Lewis has a bone to pick with some modern educators. With British politeness and civility he sets out to destroy their arguments. What’s the trouble? These English teachers are spreading a philosophy that removes moral law. Someone isn’t truly “bad” for example, badness is the feeling that I have happened to attach to them because that is how their actions have made me feel. In the end these teachers create a world that is just facts without actual value and feelings without actual truth. Things are as they are, and feelings are what they are and that’s it, there can be no actual rightness or wrongness attached. He calls the “intellectuals” who attempt to dismiss moral law as “men without chests”. The reason of the mind remains, and the instinct of the gut remains, but the chest, the heart, the rightness and wrongness that makes a man and gives him courage is gone. Lewis calls this state a tragic-comedy as modern man continues to clamour for the very qualities they have rendered impossible.

The Tao:

Lewis argues that a moral law exists, just like natural law, it has existed forever in every culture, he refers to it as the “Tao” of course within the Tao there is lots of debate over which and how these moral absolutes fit in individual cultures and whether or not there is a deity connected, but outside the Tao there is no ground for criticism of it. You can’t “righteously” lob grenades at the idea of Tao, from a position outside of it.
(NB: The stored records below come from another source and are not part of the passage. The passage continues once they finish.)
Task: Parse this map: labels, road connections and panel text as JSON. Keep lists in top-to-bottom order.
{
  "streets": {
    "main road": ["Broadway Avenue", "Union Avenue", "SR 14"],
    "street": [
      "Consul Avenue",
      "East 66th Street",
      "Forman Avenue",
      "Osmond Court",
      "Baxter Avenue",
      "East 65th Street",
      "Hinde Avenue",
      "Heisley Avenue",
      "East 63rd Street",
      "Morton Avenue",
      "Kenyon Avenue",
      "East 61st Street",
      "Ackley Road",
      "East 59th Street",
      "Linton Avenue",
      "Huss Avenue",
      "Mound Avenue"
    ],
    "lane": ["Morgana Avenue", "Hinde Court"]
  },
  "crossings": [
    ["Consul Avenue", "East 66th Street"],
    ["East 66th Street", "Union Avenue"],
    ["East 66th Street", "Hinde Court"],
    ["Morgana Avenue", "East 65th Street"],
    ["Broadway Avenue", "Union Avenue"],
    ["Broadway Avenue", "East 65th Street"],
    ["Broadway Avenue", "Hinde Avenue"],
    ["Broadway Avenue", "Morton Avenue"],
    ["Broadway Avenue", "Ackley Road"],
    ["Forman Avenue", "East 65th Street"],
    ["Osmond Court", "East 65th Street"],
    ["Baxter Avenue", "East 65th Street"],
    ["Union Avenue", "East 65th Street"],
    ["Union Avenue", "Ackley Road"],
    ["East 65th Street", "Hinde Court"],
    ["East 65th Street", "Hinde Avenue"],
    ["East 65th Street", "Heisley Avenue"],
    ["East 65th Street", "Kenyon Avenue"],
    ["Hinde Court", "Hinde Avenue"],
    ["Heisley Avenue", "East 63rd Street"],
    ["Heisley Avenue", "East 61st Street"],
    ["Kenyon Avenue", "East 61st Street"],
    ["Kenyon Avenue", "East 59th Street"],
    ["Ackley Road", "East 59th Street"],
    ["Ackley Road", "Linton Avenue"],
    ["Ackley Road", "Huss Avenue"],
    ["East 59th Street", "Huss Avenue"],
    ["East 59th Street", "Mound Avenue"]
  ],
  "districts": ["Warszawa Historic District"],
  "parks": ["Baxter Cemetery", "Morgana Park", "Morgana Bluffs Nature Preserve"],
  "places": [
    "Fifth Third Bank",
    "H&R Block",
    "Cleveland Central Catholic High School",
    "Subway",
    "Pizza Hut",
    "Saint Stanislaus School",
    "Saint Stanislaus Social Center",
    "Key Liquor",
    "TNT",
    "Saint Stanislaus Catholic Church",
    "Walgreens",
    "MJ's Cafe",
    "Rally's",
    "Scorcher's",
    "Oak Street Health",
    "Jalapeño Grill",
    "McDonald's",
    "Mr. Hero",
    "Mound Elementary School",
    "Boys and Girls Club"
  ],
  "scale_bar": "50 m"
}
To make moral judgements against the system that allows you to make moral judgements while at the same time standing outside of it is utterly self contradictory. Lewis rejects the “innovators” who attempt to debunk the concept of absolute morality. It simply cannot be done, for example, care of offspring, is both instinctual and rational, therefore there is no need, say the innovators, to say that this kind of care is the “right” thing to do. Lewis is extremely dubious of our instincts being our moral guide and equally so our reason. When it comes to inventing new sources for value Lewis says: The human mind has no more power of inventing a new value than of imagining a new primary colour, or indeed, of creating a new sun and a new sky to move in. For Lewis, This Tao we must treat as an absolute phenomenon like any other, and leave off this nonsense that it doesn’t exist.

The Abolition of Man: 

Lewis says “When “it is good” has been debunked, only what says ‘I want’ remains…I am very doubtful whether history shows us one example of a man who, having stepped outside traditional morality and attained power, has used that power benevolently.”

Man seeks to dominate nature by figuring everything out. We can see through things to the real thing which is raw nature, purely natural explanations for everything. The trouble is when man chooses to treat himself purely as raw material, raw material he will be. Lewis’ concern is that in our efforts to conquer nature, we ourselves become conquered by nature. We just become stuff, and the strong and smarter stuff wins, and what harm is there in that? Outside the Tao, nothing.

Lewis, who was eminently qualified leads us on a fascinating bit of history. It was not as some have said that the magic of the middle ages was replaced by the applied science of later centuries. Lewis argues that magic and applied science are twins. The middle ages knew relatively little magic, they were concerned more about gaining knowledge (mind), practicing virtue (strengthening the heart) & discipline. (controlling the instinct) In the 16th and 17th centuries men began to seek for ways to subdue reality in order to do as they wished. Magic failed, and died off, because it doesn’t work at subduing nature, but science lived on and thrived, of course, the good scientists were searching for truth before power, but the motive for science was contaminated from the start. When the Tao is reduced to a natural product, the cost to humanity becomes very heavy. If truth/morality is not actually a thing,  a reality, it will always just be manipulated by games players who want control.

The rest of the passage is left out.